Task description - Copy each line of the material in which the word "absolute" appears.

Available records -
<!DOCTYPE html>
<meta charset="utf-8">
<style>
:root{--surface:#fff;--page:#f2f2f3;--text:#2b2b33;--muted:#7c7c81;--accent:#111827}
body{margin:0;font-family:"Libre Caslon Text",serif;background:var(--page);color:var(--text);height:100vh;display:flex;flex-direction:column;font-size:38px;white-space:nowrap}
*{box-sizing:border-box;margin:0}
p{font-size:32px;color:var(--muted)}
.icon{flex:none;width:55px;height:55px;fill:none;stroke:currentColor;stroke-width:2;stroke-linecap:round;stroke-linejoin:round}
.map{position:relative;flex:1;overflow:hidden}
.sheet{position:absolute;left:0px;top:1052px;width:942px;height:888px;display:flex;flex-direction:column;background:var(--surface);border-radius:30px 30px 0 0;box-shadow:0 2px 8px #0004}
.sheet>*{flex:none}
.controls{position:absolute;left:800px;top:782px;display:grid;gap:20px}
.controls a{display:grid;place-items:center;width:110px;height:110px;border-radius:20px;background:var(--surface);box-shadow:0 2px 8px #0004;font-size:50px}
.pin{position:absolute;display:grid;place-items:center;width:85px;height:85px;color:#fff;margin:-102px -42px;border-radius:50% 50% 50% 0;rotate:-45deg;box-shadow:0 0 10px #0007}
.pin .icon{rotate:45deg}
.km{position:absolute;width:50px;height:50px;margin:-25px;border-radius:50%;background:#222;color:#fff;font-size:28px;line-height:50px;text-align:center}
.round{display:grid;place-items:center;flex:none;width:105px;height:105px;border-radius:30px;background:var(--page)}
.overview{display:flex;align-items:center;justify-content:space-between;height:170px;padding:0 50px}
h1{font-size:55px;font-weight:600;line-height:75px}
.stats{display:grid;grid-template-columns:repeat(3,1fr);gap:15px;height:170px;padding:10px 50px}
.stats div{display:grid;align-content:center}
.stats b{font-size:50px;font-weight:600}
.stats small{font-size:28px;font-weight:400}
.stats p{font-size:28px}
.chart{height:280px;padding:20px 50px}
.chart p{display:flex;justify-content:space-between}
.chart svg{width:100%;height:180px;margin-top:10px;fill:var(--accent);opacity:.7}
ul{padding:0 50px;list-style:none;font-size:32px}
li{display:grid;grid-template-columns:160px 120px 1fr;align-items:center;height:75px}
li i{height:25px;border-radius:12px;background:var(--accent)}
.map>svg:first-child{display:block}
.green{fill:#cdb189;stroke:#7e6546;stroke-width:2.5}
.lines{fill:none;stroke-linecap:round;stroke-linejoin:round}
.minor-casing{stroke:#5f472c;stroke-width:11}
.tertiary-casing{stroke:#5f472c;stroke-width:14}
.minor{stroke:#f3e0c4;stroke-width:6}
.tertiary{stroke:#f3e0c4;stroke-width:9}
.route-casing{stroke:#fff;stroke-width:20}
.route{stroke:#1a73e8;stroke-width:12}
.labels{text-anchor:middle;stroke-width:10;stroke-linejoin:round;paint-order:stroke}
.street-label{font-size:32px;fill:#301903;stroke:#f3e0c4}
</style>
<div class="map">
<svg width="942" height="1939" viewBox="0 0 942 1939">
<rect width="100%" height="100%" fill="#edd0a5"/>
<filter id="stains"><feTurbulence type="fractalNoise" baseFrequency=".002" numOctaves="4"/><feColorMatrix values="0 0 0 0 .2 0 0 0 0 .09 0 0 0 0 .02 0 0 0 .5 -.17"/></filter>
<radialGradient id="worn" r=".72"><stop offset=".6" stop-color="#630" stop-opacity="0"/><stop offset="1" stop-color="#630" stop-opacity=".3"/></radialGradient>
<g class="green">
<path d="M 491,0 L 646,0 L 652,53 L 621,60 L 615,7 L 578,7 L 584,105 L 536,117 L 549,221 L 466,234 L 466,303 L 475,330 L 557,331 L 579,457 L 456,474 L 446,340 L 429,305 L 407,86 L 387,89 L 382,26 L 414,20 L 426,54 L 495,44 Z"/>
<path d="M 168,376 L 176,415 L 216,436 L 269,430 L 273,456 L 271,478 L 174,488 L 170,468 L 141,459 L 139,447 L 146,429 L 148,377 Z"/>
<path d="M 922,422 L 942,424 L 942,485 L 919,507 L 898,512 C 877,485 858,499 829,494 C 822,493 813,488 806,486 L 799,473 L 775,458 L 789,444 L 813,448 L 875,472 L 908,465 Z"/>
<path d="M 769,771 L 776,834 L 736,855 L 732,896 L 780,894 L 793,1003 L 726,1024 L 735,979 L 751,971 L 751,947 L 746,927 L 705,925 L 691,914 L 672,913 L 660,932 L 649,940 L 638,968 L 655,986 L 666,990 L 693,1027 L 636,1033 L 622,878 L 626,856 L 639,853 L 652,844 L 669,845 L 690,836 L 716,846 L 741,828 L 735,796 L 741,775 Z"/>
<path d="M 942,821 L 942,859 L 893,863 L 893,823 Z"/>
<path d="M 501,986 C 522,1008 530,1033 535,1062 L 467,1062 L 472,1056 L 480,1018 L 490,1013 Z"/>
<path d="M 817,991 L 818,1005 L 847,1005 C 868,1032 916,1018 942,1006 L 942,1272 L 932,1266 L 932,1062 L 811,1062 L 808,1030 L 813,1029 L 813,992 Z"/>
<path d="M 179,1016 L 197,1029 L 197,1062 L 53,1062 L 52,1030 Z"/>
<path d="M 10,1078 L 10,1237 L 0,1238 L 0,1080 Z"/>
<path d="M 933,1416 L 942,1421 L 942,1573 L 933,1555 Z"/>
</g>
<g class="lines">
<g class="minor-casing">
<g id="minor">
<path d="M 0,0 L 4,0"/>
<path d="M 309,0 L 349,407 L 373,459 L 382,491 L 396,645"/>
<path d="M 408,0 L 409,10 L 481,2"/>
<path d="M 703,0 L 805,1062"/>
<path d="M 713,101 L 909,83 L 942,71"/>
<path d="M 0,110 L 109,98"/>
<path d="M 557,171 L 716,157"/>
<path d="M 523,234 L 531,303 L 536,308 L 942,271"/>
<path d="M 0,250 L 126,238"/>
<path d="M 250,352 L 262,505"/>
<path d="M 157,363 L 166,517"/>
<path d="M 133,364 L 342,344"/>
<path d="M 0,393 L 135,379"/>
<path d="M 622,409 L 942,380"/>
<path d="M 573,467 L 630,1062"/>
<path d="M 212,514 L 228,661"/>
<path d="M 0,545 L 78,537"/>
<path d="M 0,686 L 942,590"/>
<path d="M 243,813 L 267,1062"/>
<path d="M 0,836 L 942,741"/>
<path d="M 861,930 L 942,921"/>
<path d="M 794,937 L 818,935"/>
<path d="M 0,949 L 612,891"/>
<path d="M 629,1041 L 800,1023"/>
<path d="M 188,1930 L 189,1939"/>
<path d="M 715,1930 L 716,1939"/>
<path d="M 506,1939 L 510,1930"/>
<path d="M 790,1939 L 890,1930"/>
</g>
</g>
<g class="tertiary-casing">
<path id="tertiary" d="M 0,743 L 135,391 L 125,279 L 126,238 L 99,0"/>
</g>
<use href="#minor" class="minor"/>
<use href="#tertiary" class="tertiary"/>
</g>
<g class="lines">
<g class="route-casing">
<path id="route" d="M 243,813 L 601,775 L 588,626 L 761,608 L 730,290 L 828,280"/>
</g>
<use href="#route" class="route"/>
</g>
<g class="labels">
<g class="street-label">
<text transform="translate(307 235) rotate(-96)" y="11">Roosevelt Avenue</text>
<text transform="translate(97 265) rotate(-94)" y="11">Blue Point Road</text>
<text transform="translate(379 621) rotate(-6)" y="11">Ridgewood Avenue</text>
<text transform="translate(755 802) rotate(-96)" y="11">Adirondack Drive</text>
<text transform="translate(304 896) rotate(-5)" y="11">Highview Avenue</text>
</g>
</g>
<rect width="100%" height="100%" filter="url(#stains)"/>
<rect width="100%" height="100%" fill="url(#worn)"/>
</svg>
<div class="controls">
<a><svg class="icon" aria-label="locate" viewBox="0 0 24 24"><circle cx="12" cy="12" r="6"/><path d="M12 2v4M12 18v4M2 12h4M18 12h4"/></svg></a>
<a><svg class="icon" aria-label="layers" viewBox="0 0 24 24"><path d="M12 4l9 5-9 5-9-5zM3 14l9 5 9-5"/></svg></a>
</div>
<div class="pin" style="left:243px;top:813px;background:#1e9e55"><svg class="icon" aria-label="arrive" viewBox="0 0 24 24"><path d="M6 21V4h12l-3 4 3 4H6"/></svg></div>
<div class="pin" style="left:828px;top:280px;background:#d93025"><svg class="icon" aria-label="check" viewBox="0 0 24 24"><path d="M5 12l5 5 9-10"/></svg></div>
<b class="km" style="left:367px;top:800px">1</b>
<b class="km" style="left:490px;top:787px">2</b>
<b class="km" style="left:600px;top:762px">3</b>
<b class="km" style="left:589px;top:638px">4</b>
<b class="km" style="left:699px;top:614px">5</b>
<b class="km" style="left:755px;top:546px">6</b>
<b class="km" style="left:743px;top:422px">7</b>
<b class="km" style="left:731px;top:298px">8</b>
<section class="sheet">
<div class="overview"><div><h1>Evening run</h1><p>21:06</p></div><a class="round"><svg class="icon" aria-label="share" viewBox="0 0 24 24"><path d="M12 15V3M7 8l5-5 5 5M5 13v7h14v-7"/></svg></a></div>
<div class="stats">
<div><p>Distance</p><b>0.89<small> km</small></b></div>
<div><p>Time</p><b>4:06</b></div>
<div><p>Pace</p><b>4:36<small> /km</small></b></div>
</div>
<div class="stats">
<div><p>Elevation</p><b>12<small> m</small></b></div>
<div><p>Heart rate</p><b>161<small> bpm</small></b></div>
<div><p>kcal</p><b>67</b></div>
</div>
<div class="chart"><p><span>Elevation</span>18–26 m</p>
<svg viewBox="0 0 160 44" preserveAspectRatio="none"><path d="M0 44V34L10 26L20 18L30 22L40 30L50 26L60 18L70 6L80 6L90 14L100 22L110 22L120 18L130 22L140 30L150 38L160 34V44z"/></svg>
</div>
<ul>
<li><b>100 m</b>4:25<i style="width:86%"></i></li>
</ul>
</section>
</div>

Answer section -
.sheet{position:absolute;left:0px;top:1052px;width:942px;height:888px;display:flex;flex-direction:column;background:var(--surface);border-radius:30px 30px 0 0;box-shadow:0 2px 8px #0004}
.controls{position:absolute;left:800px;top:782px;display:grid;gap:20px}
.pin{position:absolute;display:grid;place-items:center;width:85px;height:85px;color:#fff;margin:-102px -42px;border-radius:50% 50% 50% 0;rotate:-45deg;box-shadow:0 0 10px #0007}
.km{position:absolute;width:50px;height:50px;margin:-25px;border-radius:50%;background:#222;color:#fff;font-size:28px;line-height:50px;text-align:center}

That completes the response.